Many charging faults blamed on the dynamo turn out to be a faulty regulator/cut-out unit. Ideally each dynamo/regulator combination needs setting up to work as a pair. The original mechanical regulator/cut-out unit needs to be set up precisely, but it will go out of adjustment as it is used. Vibration also has a major effect on the efficiency of the regulator. In our opinion, the old ‘electro-mechanical’ regulators are best replaced by a modern electronic version which provides a ‘fit and forget’ solution. After more than 20 years in the business of designing electronic circuits, I guess we would say that wouldn’t we?

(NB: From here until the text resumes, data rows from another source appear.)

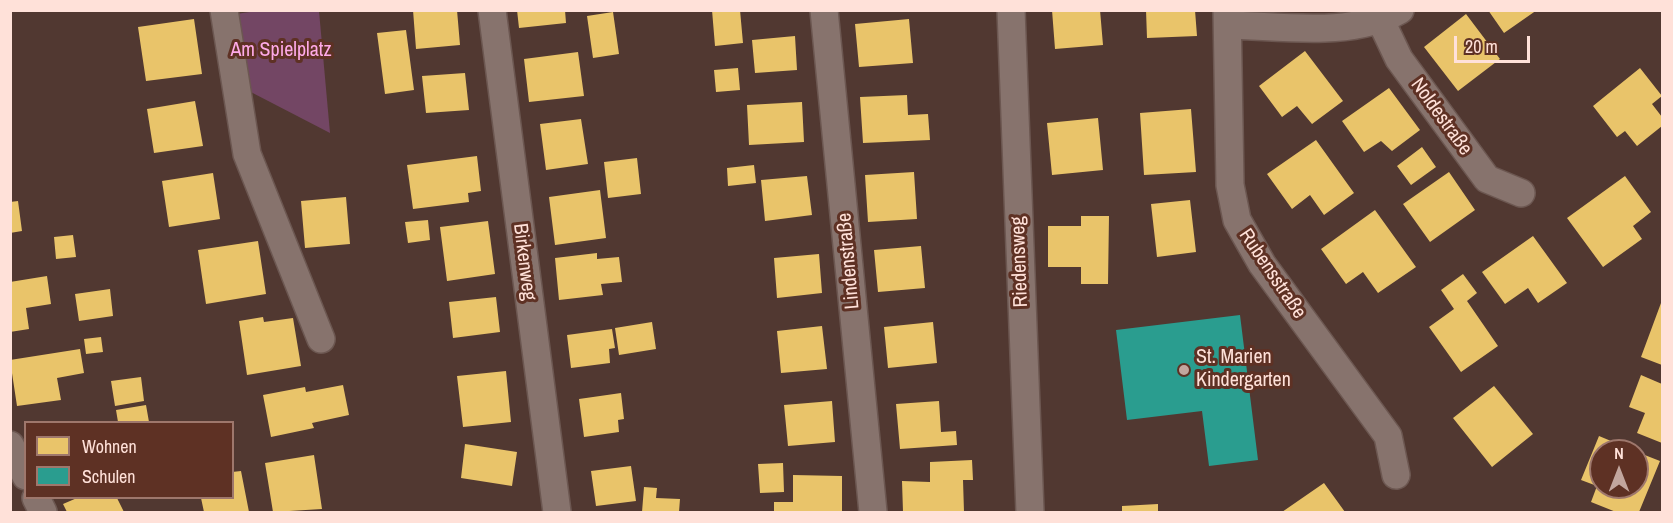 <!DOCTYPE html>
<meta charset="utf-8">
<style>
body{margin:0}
#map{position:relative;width:1673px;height:523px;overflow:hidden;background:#513831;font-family:"Archivo Narrow",sans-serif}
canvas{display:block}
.frame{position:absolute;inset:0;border:12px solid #ffe1d9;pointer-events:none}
.legend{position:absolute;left:24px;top:421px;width:210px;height:78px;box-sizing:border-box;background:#5e3124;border:2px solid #9e776c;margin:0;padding:8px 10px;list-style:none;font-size:18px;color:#ffe1d9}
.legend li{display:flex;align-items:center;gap:12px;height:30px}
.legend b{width:30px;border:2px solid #9e776c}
.north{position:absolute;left:1589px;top:439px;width:60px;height:60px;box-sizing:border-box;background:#5e3124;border:2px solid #9e776c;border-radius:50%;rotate:0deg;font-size:16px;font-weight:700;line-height:24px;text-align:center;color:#ffe1d9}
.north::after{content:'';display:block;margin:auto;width:21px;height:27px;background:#c2a69e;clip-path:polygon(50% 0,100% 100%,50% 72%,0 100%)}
.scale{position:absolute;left:1454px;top:36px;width:76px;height:27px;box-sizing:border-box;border:3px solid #ffe1d9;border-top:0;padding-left:8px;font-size:18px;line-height:21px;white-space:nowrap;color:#ffe1d9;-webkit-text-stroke:4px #5e3124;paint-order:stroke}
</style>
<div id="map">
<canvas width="1673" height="523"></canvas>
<div class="frame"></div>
<ul class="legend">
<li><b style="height:16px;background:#e9c46a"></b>Wohnen</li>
<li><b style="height:16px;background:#2a9d8f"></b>Schulen</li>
</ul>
<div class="north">N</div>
<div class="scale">20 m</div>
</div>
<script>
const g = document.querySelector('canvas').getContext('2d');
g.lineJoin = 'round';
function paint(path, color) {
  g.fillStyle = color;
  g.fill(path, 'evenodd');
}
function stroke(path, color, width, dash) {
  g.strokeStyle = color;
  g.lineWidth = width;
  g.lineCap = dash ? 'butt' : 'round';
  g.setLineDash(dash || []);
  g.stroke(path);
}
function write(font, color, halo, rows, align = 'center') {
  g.font = font + ' "Archivo Narrow",sans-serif';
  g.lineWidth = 6;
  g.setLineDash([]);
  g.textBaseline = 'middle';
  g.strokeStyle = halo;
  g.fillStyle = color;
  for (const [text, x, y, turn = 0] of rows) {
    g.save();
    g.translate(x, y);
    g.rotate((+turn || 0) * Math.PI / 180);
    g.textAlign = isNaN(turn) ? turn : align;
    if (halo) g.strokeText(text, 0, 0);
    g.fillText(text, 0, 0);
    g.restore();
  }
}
paint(new Path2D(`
 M263,10L319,11L330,133L245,89L236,14Z`), '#734664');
paint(new Path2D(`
 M413,10H457L460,45L416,49Z
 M517,10H565L566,23L519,28Z
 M712,10H740L743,43L715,46Z
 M1052,10H1100L1103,45L1055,49Z
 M1146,10H1195L1197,36L1147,38Z
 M1488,10H1537L1504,33Z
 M613,12L619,54L593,58L587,16Z
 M1466,14L1500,59L1458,91L1424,47Z
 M194,19L202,74L146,81L138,27Z
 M909,19L913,63L859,67L855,24Z
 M406,30L414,90L385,94L377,33Z
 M795,36L797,70L755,73L752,40Z
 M1305,51L1343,101L1312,124L1297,106L1282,117L1259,86Z
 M578,52L584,96L529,102L524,59Z
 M738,68L740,90L716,92L714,70Z
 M1640,68L1662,96L1652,104L1662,117V126L1637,146L1625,131L1617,137L1593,106Z
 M465,73L469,110L426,113L422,76Z
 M1389,88L1420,130L1392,151L1381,141L1364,152L1342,121Z
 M907,95L908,115L928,114L930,140L863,143L860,97Z
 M195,101L203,146L154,153L147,109Z
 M802,102L804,142L749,145L747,105Z
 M1191,109L1196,172L1144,175L1140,113Z
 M1098,118L1103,170L1052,175L1047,123Z
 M581,119L588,164L546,170L540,124Z
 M1316,140L1354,193L1324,215L1310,195L1292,209L1267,174Z
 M1422,147L1436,167L1411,185L1397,166Z
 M477,156L481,191L468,193L469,202L413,209L407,165Z
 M637,158L641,194L608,198L604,162Z
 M754,165L756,183L728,186L727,168Z
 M914,172L917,219L868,222L865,175Z
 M1449,172L1475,210L1430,242L1403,204Z
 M213,173L220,219L169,227L162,181Z
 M807,176L812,215L765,221L761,180Z
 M1625,176L1651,212L1633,226L1642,239L1603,267L1567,218Z
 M600,190L606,238L555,245L549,197Z
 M346,197L350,244L305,248L301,201Z
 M1190,200L1196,252L1157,257L1151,204Z
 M18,201L22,231L10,233V202Z
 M1375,210L1416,267L1378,293L1363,272L1346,284L1321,249Z
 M1081,216H1109L1108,284H1081V267H1048V226H1081Z
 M428,220L430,240L408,243L405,222Z
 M488,221L495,274L447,281L440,227Z
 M73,235L76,257L56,259L54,237Z
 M1533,236L1567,283L1538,303L1528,288L1505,304L1482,272Z
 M258,241L266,294L206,304L198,250Z
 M921,246L925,288L878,292L874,250Z
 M597,253V259L619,257L622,282L601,284L603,295L559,300L555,258Z
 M819,254L822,293L777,298L774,258Z
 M1463,274L1477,293L1467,301L1498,346L1461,372L1429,327L1454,309L1441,290Z
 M47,276L51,304L26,308L29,329L10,332V282Z
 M110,289L113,316L79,321L75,294Z
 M496,297L500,332L453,338L449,302Z
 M1661,303L1662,304V365L1641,357Z
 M263,317L264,322L293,318L301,366L247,375L239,321Z
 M652,322L656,349L619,355L615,328Z
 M933,322L937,363L888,368L884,327Z
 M822,326L827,369L781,373L777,331Z
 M612,329L615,348L609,349L610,363L571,368L567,335Z
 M101,337L103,352L86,354L84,339Z
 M80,349L84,373L57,378L61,400L17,406L10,360Z
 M506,371L511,422L463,427L457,376Z
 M1641,375L1662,384V443L1637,433L1645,413L1629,407Z
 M141,377L144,401L115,406L111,381Z
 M343,385L349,415L312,423L314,428L271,437L263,395L305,387L306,392Z
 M1494,386L1533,434L1492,467L1453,418Z
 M621,393L624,419L618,420L619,432L584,437L579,399Z
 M832,401L835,442L788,446L784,405Z
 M939,401L941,432L956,431L957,445L900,449L896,404Z
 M146,405L149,422H118L116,410Z
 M1599,436L1635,451H1601V487H1637V452L1660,461L1639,512H1616L1591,502L1597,486L1581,480Z
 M465,444L517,452L512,486L461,478Z
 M314,455L322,509L273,512L265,463Z
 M972,460L973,480H963L964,512H903L902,481L930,482V462Z
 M783,463L784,492L760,493L758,464Z
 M631,466L636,501L596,506L591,471Z
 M241,471L249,512H204L201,498H232V472Z
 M793,475L842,476V512H774V502H793Z
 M1324,483L1345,512H1282Z
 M644,487L657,488L656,498L680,499L679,512H642Z
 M77,498H117L124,512H67L63,504Z
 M1158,504V512H1122V506Z`), '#e9c46a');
paint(new Path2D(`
 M1240,315L1258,460L1209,466L1202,411L1127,420L1116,330Z`), '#2a9d8f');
const street = new Path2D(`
 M224,10L247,154L321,339
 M492,10L557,512
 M824,10L873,512
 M1011,10L1030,512
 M1227,10L1230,185L1237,220L1262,264L1388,436L1396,475
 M1381,21L1399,59L1487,179L1521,193
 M1228,25C1282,26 1351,38 1400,10
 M10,445L26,476
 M36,498L43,512`);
stroke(street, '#6c5751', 30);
stroke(street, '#87736d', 27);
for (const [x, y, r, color] of [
 [1184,370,6,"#c2a69e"]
]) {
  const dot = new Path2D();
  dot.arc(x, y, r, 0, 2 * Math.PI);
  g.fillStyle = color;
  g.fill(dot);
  stroke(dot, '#5e3124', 2);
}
write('20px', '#feaae8', '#5e3124', [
 ["Am Spielplatz",281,51]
]);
write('20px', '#ffe1d9', '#5e3124', [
 ["Noldestraße",1441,117,54],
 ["Lindenstraße",849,261,-95],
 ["Birkenweg",524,262,83],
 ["Riedensweg",1020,262,-92],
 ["Rubensstraße",1272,274,56]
]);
write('20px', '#ffe1d9', '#5e3124', [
 ["St. Marien",1196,358],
 ["Kindergarten",1196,381]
], 'left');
</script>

Some people bring out stories of unreliable electronic regulators which ‘never worked from day one’ or ‘just packed up’. In the vast majority of cases these problems have been caused by incorrect installation. Note that there are two types of two brush dynamo wiring configurations – one has the brush/armature circuit wired in series with the field coil, the other has it wired in parallel (shunted) with the field coil (see our technical pages
for more details). To cater for this, there are two types of voltage regulator designs and it is important to use the correct type of voltage regulator to suit the dynamo wiring configuration. In most cases, the dynamo wiring can be altered internally if necessary. Most dynamo regulators have wires labelled FADE (letter order does vary) and just replace the original mechanical regulator with the same lettering. If you do fit an electronic regulator, follow the fitting instructions to the letter and there should be no problems.